Vor 20 Jahren im Falter Wie wir wurden, was wir waren

Schamhaarig

Falter & Meinung | AT | aus FALTER 33/16 vom 17.08.2016

Tja. Bei diesem Cover musste man zuerst das Kleingedruckte lesen. Am Rand stand da: "Mit diesem Foto ging der Chefredakteur über seine bisherigen Grenzen hinaus: Eigenhändig suchte er Covergirl Gaynor Goodman, 25, unter Tausenden Talenten aus. Die schönen Palmen im Hintergrund gaben schließlich den Ausschlag. Foto: Keystone." Kennerinnen und Kenner wussten sofort, hier wurde die Kronen Zeitung parodiert. Auf dem Cover stand in großen Buchstaben: Wir können auch anders. Es war eine Parodie und ein Test: Würde die Auflage noch oben schnellen?

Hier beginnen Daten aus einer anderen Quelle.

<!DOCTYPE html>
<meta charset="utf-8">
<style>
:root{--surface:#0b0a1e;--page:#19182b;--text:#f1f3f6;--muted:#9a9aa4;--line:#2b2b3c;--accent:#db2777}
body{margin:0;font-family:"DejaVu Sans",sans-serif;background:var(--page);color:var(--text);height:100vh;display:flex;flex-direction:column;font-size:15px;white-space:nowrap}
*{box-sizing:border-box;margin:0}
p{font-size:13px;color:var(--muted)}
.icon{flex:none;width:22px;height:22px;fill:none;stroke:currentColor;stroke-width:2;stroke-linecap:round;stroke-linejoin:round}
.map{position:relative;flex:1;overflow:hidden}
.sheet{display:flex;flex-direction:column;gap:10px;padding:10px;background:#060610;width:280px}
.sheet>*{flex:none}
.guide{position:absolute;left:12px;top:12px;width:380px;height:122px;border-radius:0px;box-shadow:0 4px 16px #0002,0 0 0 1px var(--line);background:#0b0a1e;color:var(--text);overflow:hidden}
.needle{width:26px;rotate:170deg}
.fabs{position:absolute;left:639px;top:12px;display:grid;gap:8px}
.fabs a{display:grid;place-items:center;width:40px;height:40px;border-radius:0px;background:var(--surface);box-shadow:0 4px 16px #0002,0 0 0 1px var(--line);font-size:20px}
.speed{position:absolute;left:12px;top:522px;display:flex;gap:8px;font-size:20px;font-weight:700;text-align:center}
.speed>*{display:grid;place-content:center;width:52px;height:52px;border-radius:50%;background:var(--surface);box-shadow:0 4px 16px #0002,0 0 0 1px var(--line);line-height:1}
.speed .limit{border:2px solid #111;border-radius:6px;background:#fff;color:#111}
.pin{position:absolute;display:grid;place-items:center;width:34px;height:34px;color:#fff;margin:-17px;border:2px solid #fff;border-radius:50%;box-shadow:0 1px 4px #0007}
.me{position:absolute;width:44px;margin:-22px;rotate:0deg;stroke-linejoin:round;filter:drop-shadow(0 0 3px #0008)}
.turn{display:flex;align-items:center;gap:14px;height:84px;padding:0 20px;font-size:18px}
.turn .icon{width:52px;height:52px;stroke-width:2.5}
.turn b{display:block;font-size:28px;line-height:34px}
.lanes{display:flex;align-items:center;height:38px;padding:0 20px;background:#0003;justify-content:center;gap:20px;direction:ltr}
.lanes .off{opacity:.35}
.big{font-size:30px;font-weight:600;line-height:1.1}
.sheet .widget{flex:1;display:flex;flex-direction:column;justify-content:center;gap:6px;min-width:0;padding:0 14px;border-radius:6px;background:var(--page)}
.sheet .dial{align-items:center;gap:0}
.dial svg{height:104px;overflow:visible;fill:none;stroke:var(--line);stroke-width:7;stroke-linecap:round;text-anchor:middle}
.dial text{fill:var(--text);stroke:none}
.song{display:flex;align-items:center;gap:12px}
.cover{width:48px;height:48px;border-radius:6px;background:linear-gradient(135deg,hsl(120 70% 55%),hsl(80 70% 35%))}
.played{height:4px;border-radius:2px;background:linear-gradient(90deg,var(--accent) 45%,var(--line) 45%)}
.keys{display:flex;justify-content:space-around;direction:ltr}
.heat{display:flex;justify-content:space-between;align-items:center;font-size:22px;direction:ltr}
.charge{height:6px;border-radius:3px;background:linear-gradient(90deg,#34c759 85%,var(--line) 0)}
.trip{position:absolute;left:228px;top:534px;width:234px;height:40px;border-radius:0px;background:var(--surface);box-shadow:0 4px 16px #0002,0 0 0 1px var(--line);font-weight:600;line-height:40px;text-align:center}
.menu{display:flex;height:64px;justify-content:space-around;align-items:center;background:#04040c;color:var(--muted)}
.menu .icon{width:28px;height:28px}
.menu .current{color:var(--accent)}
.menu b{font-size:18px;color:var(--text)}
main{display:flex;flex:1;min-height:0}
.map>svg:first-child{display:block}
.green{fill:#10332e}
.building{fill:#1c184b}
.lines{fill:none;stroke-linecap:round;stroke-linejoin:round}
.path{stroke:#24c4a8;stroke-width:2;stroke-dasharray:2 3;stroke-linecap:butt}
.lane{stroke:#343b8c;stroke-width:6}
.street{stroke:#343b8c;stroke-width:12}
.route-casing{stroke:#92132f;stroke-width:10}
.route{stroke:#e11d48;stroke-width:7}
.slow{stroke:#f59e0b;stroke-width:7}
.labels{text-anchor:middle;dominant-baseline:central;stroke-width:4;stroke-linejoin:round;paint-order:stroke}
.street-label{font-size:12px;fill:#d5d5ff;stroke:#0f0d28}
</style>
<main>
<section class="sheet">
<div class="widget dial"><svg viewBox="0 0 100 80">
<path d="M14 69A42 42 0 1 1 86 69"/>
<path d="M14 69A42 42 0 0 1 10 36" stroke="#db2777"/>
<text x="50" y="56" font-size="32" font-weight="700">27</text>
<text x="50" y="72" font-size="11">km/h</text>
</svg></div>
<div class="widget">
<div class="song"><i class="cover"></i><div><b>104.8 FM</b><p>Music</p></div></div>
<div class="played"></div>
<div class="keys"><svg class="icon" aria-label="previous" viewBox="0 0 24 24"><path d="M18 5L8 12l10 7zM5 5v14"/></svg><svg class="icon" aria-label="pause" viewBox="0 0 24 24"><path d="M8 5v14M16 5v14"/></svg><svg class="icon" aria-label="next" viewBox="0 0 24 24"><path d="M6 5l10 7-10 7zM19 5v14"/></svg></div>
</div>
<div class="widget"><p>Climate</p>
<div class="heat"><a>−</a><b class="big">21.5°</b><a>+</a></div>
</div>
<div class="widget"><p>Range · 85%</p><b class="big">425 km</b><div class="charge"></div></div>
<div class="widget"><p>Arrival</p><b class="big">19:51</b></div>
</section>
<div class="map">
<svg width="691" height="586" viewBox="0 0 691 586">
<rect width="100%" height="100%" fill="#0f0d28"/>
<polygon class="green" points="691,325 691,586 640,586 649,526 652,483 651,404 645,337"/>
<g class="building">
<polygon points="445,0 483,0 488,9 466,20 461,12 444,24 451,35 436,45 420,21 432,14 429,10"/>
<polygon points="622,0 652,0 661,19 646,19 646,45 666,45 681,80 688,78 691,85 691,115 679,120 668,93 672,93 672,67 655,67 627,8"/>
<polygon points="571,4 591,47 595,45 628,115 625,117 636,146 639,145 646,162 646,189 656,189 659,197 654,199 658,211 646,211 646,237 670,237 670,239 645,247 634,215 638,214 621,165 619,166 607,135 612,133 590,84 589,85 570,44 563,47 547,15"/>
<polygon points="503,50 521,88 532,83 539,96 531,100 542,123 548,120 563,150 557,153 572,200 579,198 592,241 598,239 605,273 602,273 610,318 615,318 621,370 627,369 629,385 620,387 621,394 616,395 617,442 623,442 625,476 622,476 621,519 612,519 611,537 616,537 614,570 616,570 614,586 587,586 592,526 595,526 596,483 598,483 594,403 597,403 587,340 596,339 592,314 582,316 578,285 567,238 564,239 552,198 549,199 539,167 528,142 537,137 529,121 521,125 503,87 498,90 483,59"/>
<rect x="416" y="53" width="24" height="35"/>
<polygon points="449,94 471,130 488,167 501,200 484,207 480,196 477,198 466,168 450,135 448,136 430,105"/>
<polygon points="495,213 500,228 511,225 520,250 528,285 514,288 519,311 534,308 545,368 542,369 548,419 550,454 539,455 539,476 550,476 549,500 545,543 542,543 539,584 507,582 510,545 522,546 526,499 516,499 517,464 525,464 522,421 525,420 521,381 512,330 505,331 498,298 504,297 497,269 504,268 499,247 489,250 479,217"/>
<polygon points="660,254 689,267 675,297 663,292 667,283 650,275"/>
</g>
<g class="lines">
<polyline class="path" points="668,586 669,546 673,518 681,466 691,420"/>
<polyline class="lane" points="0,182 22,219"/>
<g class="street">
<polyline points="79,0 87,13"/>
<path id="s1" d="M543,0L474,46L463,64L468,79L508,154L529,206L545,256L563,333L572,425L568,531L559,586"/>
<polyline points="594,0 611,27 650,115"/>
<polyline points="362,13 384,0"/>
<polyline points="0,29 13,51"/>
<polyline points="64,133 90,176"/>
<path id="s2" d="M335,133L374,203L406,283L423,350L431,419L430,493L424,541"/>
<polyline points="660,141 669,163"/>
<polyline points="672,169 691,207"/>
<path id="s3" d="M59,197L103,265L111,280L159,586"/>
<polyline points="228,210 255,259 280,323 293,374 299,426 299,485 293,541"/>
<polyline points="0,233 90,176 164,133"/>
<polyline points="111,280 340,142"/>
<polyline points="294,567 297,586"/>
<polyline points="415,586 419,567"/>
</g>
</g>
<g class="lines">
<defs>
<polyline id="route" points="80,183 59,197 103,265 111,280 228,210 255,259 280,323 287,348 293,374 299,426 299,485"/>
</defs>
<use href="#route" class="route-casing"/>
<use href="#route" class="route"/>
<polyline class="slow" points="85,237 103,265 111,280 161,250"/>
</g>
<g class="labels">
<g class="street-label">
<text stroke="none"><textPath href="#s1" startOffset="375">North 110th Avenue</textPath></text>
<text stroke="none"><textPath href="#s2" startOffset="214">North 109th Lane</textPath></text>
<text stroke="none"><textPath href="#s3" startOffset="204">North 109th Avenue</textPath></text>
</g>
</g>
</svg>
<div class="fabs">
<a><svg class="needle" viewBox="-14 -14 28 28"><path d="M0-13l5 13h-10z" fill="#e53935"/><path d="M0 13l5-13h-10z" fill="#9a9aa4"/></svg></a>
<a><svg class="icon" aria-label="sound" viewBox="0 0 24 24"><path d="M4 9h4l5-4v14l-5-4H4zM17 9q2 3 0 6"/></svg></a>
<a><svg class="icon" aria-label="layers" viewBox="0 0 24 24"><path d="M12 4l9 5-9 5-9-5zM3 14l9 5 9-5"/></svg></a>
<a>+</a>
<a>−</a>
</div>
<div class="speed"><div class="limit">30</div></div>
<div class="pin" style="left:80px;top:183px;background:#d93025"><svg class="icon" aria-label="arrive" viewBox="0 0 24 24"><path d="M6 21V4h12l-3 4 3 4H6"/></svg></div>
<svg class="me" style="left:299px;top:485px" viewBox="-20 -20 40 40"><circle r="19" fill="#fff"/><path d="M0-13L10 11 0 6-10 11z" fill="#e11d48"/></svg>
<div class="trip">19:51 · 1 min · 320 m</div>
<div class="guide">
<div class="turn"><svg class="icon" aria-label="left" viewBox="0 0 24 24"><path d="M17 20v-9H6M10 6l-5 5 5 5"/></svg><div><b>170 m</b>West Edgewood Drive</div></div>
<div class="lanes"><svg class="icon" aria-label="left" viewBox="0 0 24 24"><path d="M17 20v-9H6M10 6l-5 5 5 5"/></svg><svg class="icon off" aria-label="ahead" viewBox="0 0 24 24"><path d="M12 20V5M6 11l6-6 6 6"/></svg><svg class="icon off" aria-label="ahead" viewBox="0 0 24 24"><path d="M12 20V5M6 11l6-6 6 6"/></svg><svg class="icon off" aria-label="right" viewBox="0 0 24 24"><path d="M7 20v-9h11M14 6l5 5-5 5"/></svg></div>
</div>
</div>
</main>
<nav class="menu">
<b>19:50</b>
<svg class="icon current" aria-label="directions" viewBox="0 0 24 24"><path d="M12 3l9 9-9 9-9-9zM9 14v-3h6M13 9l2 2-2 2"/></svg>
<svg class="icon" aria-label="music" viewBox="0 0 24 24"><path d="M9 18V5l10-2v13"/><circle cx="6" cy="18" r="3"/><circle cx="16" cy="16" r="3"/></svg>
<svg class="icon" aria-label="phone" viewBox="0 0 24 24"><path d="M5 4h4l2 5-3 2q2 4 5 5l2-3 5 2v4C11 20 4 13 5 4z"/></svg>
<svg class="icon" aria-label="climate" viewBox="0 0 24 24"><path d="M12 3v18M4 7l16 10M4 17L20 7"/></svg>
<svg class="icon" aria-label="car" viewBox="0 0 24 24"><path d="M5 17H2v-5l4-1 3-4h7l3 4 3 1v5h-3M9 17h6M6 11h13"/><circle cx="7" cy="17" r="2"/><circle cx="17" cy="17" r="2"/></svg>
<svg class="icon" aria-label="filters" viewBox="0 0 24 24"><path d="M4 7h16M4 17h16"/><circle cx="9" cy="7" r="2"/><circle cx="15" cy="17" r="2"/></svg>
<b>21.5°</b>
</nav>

In etwas kleinerem Druck las sich die Coverzeile dann so: WIR möchten feststellen, dass wir uns mit diesem Foto keinesfalls identifizieren KÖNNEN. Es ist nur so, dass AUCH Falter-Leserinnen und -Leser ein Recht darauf haben, zu erfahren, wie rücksichtslos ANDERSwo um Auflage gekämpft wird. Im Boulevard-Duell Krone gegen täglich Alles ist jetzt sogar die Schamhaargrenze gefallen ..."

Der Hintergrund war absurd bis lächerlich, in gewisser Weise auch tragisch. Wolfgang Kralicek und Markus Wailand setzten sich mit einer Sensation auseinander. In der Krone war nicht eines der üblichen Keystone-Mädels erschienen, sondern ein weiblicher Akt, auf dem ein Ansatz von Schamhaar zu sehen war. Bildtext: "Mit diesem Foto gehen wir über unsere bisherigen Grenzen hinaus, in Bereiche der Kunst. Deshalb soll man betonen, dass es von dem Wiener Carl F. Panagl-Holbein stammt, dessen künstlerische Qualität schon mit vielen Preisen bestätigt worden ist."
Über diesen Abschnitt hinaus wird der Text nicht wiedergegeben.